ACTIVITY:
Lines below that hold the word "JSON" must be copied in full.

---------- SUPPLIED DATA

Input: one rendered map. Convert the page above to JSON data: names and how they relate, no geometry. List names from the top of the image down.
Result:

--------------------
---------- SUPPLIED DATA

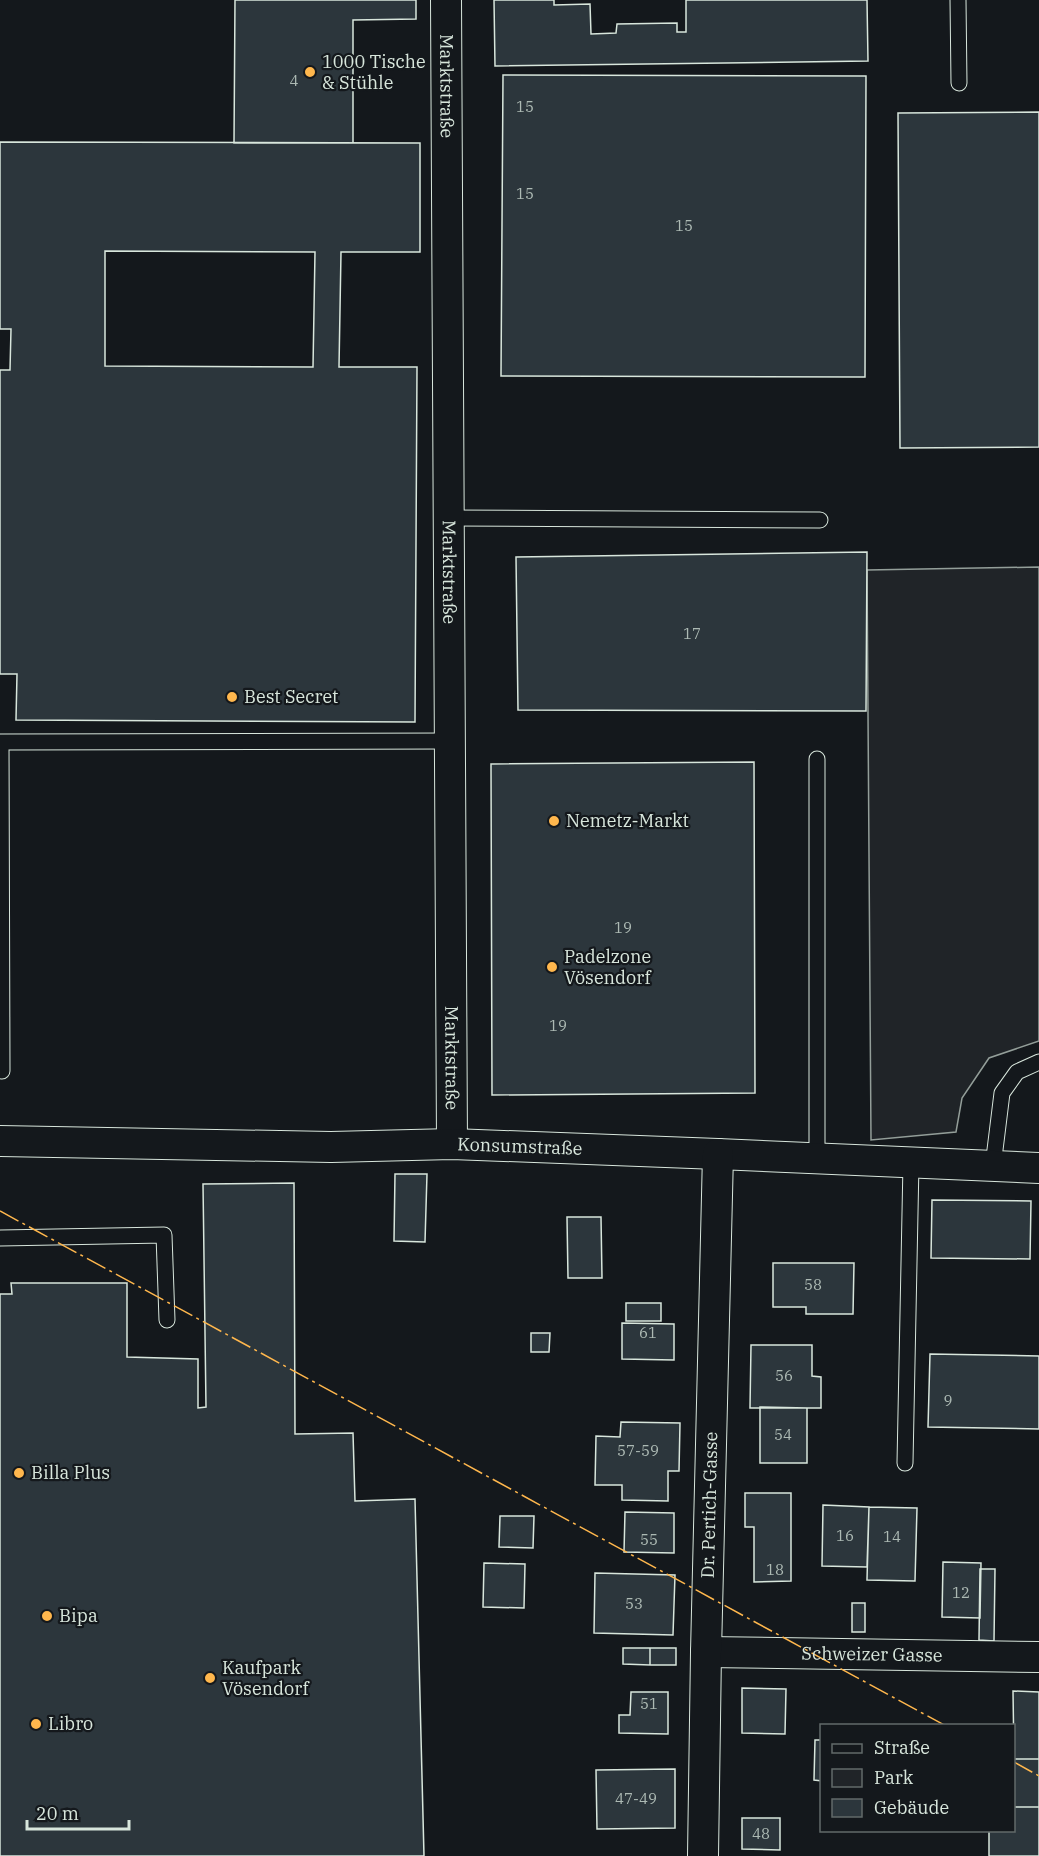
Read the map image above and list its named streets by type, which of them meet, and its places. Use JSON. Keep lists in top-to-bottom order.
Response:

--------------------

TASK RESPONSE:
Input: one rendered map. Convert the page above to JSON data: names and how they relate, no geometry. List names from the top of the image down.
Read the map image above and list its named streets by type, which of them meet, and its places. Use JSON. Keep lists in top-to-bottom order.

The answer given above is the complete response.